Fenêtre sur corps par Bernard Chamayou
Le corps du spectateur entre évanescence et incarnation
Sous le soleil de Satan (1987)


        Le corps du spectateur est donc paradoxal : désarmé et redoutable, hors d'atteinte et menacé. Peu à peu détaché de lui-même, a-topique et projectif, il cherche à partir de cette évanescence, à ses risques et périls, une possible incarnation ; y compris sous les traits d'un meurtrier.
        Rear Window organise un terrible trafic ; le corps atone du personnage-spectateur va agir par projection (psychique, le rapport immobile à l'image) et par délégation (physique, la relation motrice à l'espace), modalités privilégiées de cette étrange créature.
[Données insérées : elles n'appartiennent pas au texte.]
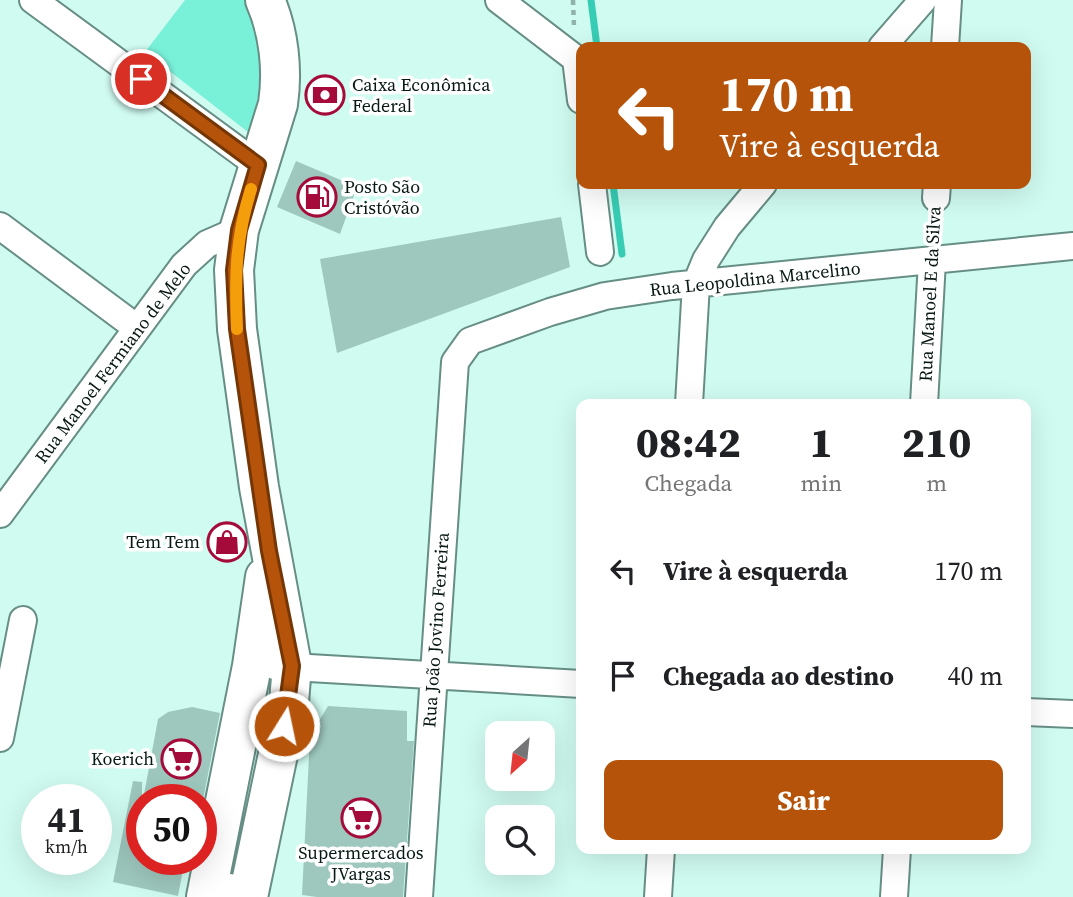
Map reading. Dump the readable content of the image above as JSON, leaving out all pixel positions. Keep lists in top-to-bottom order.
{
  "streets": {
    "street": [
      "Rua Leopoldina Marcelino",
      "Rua Manoel E da Silva",
      "Rua Manoel Fermiano de Melo",
      "Rua João Jovino Ferreira"
    ]
  },
  "crossings": [
    ["Rua Leopoldina Marcelino", "Rua Manoel E da Silva"],
    ["Rua Leopoldina Marcelino", "Rua João Jovino Ferreira"]
  ],
  "places": {
    "bank": ["Caixa Econômica Federal"],
    "fuel station": ["Posto São Cristóvão"],
    "shop": ["Tem Tem"],
    "supermarket": ["Koerich", "Supermercados JVargas"]
  },
  "north": "bottom left",
  "page": {
    "turn": ["170 m", "Vire à esquerda"],
    "eta": [
      "08:42",
      "Chegada",
      "1",
      "min",
      "210",
      "m"
    ],
    "list": [
      {
        "name": "Vire à esquerda",
        "value": "170 m"
      },
      {
        "name": "Chegada ao destino",
        "value": "40 m"
      }
    ],
    "buttons": "Sair",
    "speed": "41 km/h",
    "limit": "50"
  }
}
En effet, Jeffries, gêné par Lisa (fiancée qui ne pense qu'au mariage)14, va, pour s'en débarrasser, l'envoyer dans l'une des images du mur de la cour, vouant son corps au supplice : être découpé en morceaux, hyperbole fictionnelle du sort de tous les corps cinématographiques15.
        Le personnage-spectateur, cherchant un assassin qui soit son substitut actif, envoie au massacre celle qui perturbe son état contemplatif hypertrophié ; réciproquement, ce voyeurisme devient obsessionnel dans la mesure où Jeffries pressent qu'il peut lui fournir la solution qui le débarrassera d'elle et lui évitera d'être piégé par les variantes que proposent les autres fenêtres de la cour.
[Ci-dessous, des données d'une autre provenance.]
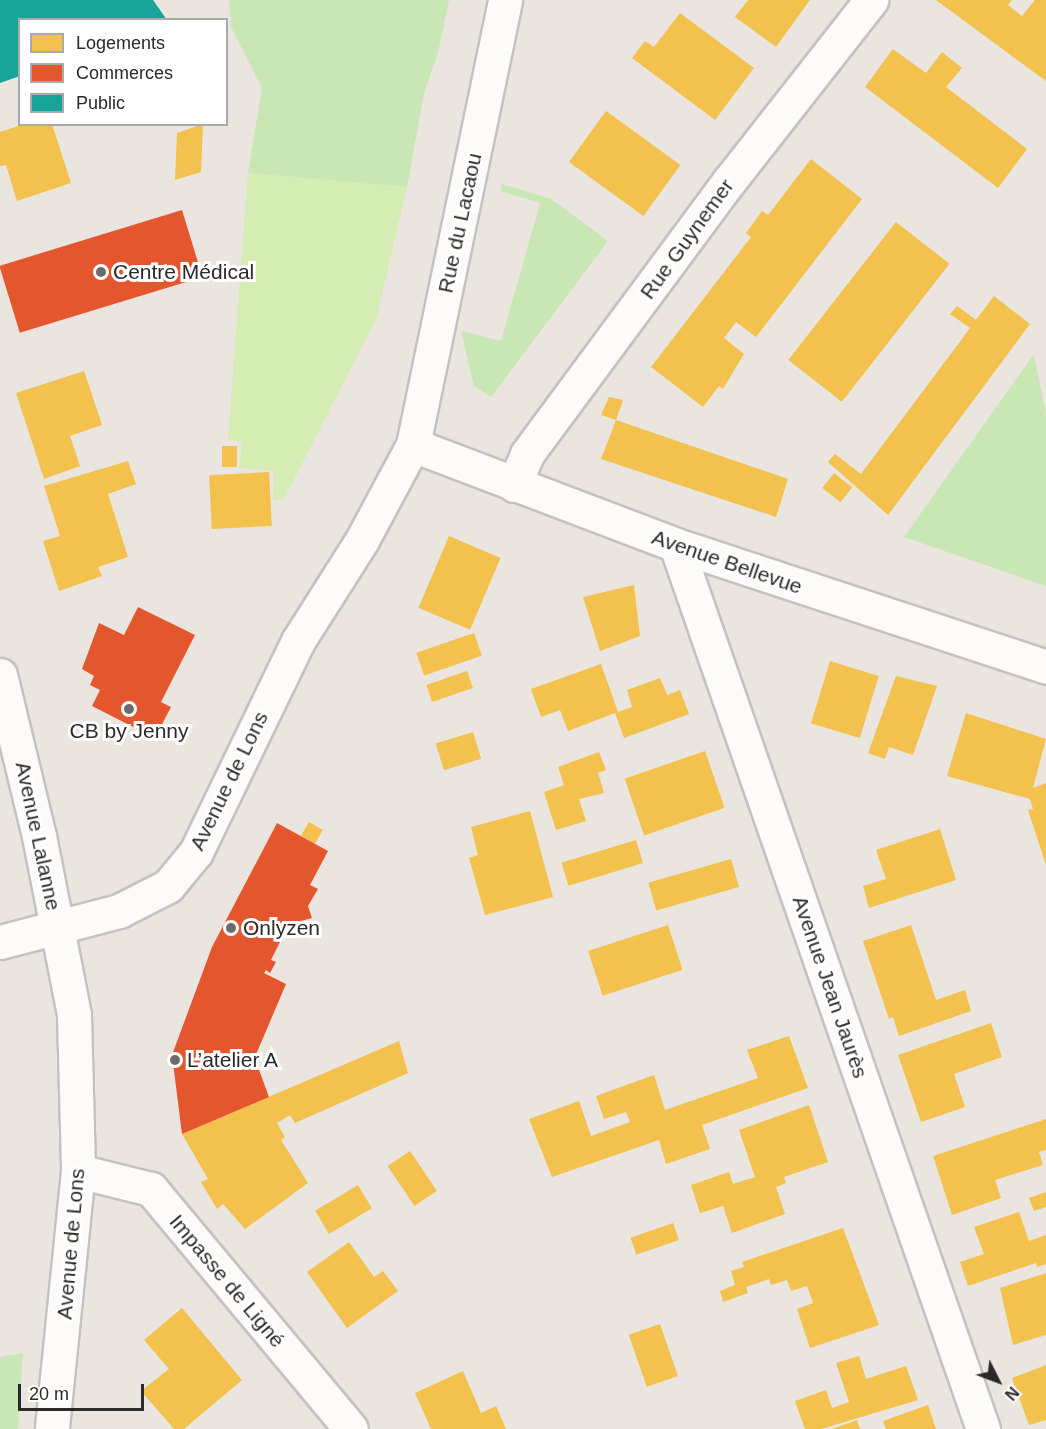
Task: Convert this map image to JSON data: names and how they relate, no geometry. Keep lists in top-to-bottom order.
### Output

        Cette interprétation peut s'accorder à un thème hitchcockien dominant : l'échange des meurtres et le transfert des culpabilités, dont ce film serait une variante particulièrement sophistiquée. Jeffries est d'autant plus fasciné par le meurtrier virtuel, d'autant plus intéressé à prouver qu'il est un assassin qu'il lui délègue Lisa ; il en fait la femme de cet homme dangereux : après avoir été surprise, la jeune femme passe à son doigt l'alliance de la morte ; ce geste, qu'elle destine à Jeffries (qui l'observe au téléobjectif) prouve la culpabilité du voisin d'en face mais lui révèle en même temps qu'il est observé (le voyeur est vu) et prépare le renversement de situation.


        A la projection succède la rétro-projection, la réaction, qui perturbent, dérèglent, menacent de mort notre corps épouvanté car, en se substituant à l'épouse massacrée, Lisa accomplit une transgression sanctionnée par la défenestration de Jeffries : elle renvoie le meurtre à Jeffries, le livrant à son tour à l'assassin.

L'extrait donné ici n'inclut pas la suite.